To see this, note that we are counting essentially Pythagorean triples $u^2-v^2, 2uv, u^2+v^2$, with $u^2+v^2\le h$ and we may suppose that $u$ and $v$ are non-negative, that $u$ and $v$ are coprime, and that $u^2+v^2$ is odd. The lattice point count we need is four times this number, since we must also count the lattice point $(2uv/(u^2+v^2),(u^2-v^2)/(u^2+v^2))$ (in addition to $((u^2-v^2)/(u^2+v^2),2uv/(u^2+v^2))$, and we must also allow the $2uv/(u^2+v^2)$ coordinate to be negative).

Thus to summarize we want $$ 4 \sum_{n\le h, n \text{ odd }} R(n), $$ where $R(n)$ is the number of ways of writing $n$ as $u^2+v^2$ with both $u$ and $v$ non-negative and coprime (taking care to set $R(1)$ to be $1$). A little number theory, going back to Fermat, gives that $R(n)$ is a multiplicative function with $R(2^k)=0$ (so we don't have to worry about $n$ odd anymore), $R(p^k)=2$ for $p\equiv 1\pmod 4$ and $k\ge 1$, and $R(p^k)=0$ if $p\equiv 3\pmod 4$. For example if $h=20$, then $R(1)=1$, $R(5)=2$, $R(13)=2$, and $R(17)=2$ and the rest are zero, and the number here is $28$ as in the numerics.

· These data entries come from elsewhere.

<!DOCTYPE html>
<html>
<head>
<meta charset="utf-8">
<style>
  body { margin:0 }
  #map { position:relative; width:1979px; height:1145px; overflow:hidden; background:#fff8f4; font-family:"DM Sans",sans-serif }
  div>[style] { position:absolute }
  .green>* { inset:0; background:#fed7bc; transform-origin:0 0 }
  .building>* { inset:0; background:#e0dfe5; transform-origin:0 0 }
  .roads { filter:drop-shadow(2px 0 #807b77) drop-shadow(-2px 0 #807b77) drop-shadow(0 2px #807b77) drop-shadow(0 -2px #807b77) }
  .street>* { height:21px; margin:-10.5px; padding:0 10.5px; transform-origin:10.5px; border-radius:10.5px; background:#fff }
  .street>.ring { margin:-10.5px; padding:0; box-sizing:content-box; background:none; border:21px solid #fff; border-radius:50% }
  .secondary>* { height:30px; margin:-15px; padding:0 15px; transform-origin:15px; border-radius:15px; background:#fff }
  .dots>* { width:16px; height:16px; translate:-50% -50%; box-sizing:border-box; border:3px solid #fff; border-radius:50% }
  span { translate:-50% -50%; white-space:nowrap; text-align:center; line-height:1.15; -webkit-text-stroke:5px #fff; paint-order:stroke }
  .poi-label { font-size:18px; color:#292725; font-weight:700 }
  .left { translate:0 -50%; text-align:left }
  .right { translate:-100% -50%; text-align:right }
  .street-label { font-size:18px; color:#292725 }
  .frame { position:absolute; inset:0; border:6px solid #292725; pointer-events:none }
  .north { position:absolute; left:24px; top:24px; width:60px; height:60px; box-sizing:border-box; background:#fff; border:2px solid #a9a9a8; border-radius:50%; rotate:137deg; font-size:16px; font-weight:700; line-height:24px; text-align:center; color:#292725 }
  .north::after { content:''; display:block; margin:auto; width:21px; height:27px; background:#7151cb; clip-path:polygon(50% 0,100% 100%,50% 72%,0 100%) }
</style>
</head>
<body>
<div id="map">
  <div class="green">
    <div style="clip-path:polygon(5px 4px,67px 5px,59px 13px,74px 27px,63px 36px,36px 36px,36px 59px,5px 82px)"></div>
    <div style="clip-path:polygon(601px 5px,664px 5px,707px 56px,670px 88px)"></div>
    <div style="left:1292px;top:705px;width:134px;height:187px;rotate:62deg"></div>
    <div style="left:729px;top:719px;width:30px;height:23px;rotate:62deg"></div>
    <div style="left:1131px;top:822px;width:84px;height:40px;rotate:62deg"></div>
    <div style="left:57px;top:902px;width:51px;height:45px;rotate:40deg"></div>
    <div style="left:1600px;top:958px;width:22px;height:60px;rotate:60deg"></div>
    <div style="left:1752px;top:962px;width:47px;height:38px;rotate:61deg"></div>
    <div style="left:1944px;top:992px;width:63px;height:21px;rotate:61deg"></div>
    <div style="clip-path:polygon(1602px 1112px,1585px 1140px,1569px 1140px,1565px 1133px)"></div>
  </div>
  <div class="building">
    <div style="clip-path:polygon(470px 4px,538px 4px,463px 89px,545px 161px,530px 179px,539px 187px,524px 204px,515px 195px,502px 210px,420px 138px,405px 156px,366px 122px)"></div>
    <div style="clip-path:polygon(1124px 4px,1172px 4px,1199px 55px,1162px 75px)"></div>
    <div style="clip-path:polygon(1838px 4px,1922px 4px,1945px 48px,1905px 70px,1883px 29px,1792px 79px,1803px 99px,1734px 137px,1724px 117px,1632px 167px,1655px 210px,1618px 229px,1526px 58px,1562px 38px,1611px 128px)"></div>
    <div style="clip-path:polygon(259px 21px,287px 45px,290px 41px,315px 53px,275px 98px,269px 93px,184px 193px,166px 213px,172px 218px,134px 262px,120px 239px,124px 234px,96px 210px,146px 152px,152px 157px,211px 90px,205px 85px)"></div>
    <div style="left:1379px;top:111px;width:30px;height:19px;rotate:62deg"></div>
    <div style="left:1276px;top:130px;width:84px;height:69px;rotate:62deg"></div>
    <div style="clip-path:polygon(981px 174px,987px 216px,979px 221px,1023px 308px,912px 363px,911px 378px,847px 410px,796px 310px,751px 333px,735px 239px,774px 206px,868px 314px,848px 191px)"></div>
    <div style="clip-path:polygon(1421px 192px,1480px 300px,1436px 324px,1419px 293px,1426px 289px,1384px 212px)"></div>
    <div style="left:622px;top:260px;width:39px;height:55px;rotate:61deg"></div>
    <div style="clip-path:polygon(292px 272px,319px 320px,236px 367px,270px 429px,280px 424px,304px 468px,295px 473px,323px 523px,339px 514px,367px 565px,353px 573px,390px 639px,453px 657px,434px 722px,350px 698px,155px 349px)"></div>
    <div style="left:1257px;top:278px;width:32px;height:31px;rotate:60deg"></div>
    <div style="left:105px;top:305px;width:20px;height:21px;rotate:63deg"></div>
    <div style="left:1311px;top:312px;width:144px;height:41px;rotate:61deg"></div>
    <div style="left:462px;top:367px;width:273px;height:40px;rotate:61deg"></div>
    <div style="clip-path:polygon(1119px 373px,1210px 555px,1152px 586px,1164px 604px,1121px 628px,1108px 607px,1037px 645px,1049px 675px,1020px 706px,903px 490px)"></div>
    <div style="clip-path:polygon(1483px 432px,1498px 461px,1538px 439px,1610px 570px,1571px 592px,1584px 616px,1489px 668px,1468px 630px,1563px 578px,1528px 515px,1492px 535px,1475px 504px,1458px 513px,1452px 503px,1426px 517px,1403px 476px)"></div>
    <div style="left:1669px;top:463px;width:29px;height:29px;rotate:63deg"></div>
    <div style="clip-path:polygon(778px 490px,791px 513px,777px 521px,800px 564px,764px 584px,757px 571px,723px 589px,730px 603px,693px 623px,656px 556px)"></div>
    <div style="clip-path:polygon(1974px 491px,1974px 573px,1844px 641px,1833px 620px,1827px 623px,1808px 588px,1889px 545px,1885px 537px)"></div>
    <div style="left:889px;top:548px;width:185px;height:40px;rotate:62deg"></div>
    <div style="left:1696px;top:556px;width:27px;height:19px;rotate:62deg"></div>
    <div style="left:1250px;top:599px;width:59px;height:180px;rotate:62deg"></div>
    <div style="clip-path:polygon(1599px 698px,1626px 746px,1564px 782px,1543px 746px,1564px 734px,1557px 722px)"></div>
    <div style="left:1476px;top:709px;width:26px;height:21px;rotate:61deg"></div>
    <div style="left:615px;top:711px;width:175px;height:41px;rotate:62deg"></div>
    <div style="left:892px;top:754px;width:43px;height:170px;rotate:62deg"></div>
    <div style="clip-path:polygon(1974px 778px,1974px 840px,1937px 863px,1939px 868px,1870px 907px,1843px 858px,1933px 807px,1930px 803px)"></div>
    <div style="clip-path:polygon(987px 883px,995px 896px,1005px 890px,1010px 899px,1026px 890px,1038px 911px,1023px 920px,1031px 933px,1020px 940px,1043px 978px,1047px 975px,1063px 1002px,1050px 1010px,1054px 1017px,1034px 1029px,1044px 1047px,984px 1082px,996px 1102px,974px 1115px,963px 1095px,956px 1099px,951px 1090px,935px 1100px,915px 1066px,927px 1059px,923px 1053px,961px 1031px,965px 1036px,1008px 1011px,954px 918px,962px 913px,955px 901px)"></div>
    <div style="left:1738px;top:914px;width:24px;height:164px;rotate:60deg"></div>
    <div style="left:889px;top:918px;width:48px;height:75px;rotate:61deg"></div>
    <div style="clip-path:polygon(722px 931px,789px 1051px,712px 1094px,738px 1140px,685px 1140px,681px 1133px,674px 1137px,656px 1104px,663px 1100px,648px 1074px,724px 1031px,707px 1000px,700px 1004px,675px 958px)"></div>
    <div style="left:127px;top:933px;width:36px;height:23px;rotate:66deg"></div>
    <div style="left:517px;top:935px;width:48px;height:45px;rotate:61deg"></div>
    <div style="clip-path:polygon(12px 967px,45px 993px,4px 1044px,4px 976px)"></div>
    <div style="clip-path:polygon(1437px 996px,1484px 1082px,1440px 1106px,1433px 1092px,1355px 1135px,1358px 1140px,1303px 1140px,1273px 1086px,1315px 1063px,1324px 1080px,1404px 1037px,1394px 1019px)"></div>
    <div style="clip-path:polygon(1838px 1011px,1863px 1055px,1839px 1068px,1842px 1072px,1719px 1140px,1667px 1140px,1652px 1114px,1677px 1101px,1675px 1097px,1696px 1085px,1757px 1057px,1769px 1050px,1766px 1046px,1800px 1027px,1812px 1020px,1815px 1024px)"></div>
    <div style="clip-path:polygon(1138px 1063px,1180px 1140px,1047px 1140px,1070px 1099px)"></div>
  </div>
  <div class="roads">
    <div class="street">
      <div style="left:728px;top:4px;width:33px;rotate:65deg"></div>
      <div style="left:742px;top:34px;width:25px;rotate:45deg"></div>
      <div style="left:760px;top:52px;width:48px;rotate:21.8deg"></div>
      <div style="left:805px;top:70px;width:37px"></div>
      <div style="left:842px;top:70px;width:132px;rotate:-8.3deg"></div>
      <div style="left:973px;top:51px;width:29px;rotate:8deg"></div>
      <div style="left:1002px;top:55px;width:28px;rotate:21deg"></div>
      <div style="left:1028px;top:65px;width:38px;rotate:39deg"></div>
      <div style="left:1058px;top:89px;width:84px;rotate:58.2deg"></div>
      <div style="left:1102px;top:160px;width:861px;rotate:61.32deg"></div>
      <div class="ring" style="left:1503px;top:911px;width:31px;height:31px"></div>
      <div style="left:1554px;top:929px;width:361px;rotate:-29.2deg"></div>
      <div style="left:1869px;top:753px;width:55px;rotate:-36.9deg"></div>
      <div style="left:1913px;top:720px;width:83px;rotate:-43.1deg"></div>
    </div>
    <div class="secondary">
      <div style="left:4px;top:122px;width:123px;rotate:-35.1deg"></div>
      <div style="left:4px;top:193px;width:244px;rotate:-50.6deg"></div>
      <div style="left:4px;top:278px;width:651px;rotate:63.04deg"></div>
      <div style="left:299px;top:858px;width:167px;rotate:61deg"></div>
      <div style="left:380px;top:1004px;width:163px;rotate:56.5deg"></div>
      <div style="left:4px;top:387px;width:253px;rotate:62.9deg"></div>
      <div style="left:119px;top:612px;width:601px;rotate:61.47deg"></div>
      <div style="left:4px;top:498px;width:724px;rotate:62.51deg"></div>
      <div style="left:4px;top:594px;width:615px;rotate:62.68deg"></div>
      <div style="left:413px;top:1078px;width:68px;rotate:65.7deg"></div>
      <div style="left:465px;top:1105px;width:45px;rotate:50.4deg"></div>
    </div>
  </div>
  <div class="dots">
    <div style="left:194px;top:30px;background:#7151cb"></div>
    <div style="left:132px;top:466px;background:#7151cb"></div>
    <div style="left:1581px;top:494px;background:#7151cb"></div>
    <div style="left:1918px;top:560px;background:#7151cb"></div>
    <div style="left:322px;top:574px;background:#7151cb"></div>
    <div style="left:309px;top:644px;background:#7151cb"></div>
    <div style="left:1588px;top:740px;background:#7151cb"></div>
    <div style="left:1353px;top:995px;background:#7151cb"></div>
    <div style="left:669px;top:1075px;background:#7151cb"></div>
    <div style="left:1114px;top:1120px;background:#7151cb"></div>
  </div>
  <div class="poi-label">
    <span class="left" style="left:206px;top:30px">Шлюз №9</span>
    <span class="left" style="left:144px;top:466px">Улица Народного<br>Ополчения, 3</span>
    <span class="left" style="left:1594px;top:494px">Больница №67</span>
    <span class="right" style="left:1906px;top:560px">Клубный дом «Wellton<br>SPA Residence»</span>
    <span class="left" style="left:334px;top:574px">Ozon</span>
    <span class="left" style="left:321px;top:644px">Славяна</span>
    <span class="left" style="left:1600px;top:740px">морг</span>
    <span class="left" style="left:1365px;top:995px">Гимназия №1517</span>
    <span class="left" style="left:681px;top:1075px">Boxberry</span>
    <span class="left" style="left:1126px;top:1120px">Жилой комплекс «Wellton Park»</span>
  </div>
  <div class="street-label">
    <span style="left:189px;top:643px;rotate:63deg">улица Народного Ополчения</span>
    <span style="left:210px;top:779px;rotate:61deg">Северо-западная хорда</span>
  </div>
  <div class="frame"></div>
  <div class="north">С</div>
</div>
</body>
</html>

From here a standard argument (or one can do this via counting lattice points in a circle) leads to the asymptotic $$ 4 \sum_{n\le h} R(n) \sim 4 \frac{1}{2} \prod_{p\equiv 1 \pmod 4} \Big(1+\frac{2}{p}+\frac{2}{p^2}+\ldots \Big) \Big(1-\frac 1p\Big) \prod_{p\equiv 3\pmod 4} \Big(1-\frac 1p\Big) h, $$ and the above simplifies (using $1-1/3+1/5-1/7+\ldots =\pi/4$ and $1/1^2+1/3^2+1/5^2+\ldots = \pi^2/8$) to give $$ \sim 2 \frac{\pi/4}{\pi^2/8} h = \frac{4}{\pi} h. $$

One should be able to refine this to count lattice points on other circles as well, and thus show that radius $1$ does achieve the maximum.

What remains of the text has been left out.